Holidays. The medicine everyone working in radio should take | radioinfo

Holidays. The medicine everyone working in radio should take

Sunday 14 September, 2014
photo: shutterstock

Comment from Peter Saxon

Radio is fraught with health hazards. Chief among them is Workaholism. 

Radio demands deep commitment from it’s workers and there’s no better way to demonstrate that commitment and loyalty than through working long hours while sacrificing one’s own leisure time.

While for some, not taking holidays may be a way of showing the boss that they are indispensable,  for others it’s a way of boosting their severance pay should they unexpectedly find themselves on the DCM list. 

Of course, there’s a simple cure for Workaholism. It’s called Holidays and the recommended dosage is just once or twice a year for a total of around four weeks depending on what industry award you may be entitled to. 

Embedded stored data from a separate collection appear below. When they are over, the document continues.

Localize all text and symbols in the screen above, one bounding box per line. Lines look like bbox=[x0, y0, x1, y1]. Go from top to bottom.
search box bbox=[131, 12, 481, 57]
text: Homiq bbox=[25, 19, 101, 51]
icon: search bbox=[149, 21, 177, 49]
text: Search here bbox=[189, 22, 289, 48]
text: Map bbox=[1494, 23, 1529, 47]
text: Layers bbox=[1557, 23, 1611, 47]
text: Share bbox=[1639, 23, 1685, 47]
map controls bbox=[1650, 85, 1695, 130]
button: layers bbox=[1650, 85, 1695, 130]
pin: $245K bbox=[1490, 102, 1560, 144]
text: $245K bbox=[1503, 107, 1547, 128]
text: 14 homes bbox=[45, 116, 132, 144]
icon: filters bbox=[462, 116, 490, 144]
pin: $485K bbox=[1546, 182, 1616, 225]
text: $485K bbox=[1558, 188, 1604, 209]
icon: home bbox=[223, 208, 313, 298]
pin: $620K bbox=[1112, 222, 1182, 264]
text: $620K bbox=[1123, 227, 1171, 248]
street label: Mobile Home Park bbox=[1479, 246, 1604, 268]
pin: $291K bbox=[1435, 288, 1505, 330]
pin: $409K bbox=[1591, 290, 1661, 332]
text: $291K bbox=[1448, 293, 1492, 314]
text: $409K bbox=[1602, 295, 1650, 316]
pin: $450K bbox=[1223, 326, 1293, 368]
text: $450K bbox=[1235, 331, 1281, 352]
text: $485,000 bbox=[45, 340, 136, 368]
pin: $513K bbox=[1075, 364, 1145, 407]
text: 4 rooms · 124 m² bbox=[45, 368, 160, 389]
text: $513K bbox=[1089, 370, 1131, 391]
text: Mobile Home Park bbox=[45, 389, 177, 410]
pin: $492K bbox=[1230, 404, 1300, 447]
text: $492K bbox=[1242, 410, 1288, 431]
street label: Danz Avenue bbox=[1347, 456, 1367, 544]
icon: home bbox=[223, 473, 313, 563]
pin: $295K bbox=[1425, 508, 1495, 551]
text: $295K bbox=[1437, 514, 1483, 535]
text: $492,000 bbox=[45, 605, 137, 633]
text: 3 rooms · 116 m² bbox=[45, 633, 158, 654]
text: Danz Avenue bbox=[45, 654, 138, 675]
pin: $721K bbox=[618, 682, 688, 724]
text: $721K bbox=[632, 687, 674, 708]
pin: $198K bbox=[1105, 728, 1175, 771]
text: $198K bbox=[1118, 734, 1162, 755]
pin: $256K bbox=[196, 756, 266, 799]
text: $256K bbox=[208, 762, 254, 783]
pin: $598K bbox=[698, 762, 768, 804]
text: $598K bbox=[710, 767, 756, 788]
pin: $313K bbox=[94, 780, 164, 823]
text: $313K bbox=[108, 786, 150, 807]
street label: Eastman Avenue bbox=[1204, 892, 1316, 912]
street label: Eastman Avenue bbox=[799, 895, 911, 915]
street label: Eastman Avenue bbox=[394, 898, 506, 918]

More importantly, increasingly radio bosses appreciate the value of their employees taking holidays. Some are actively encouraging them to do so.

Jarrad Nairne, SCA’s Human Resources Manager says, “A holiday really does have a refreshing effect on people which results in staff not getting burned out. It increases their performance levels and ultimately reduces turnover.

We have been doing some research and analysis on the leave habits of our staff over recent months to try to pinpoint if there is anything we can do to try and get our staff to use their leave as we do strongly believe that it has a very positive impact on their wellbeing (both at work and in general) which help drives a positive and successful organisation culture.”

ARN’s HR Manager, Belinda Hilton agrees, “The ‘No Leave No Life Program’ covers the benefits from both aspects really well – ‘Well rested employees are more motivated and enthusiastic,’ employees with a planned holiday have a break to look forward to and goal to work towards, and are therefore more productive and effective.”

In fact ARN has a Holiday Club that offers employees an extra week of paid holidays for those who take their full four week entitlement each year.

SCA has something similar: “A very popular new initiative we launched this year is called Bonus Leave where Staff are given an extra day of annual leave for every five days of leave they booked over a certain period of the year. 

“We also have a number of different leave initiatives that staff have access to including Study Leave for those of our team who are looking to further their education. And we have an additional week’s leave for certain positions across our business where we tend to see higher levels of burnout because of the hours they work.”

The physical as well as mental health benefits of holidays are clear. A study which has tracked the cardiovascular health of residents in Framingham, Massachusetts, since 1948, found men who didn't take holidays for several years were 30% more likely to suffer heart attacks than those who took off at least one week annually.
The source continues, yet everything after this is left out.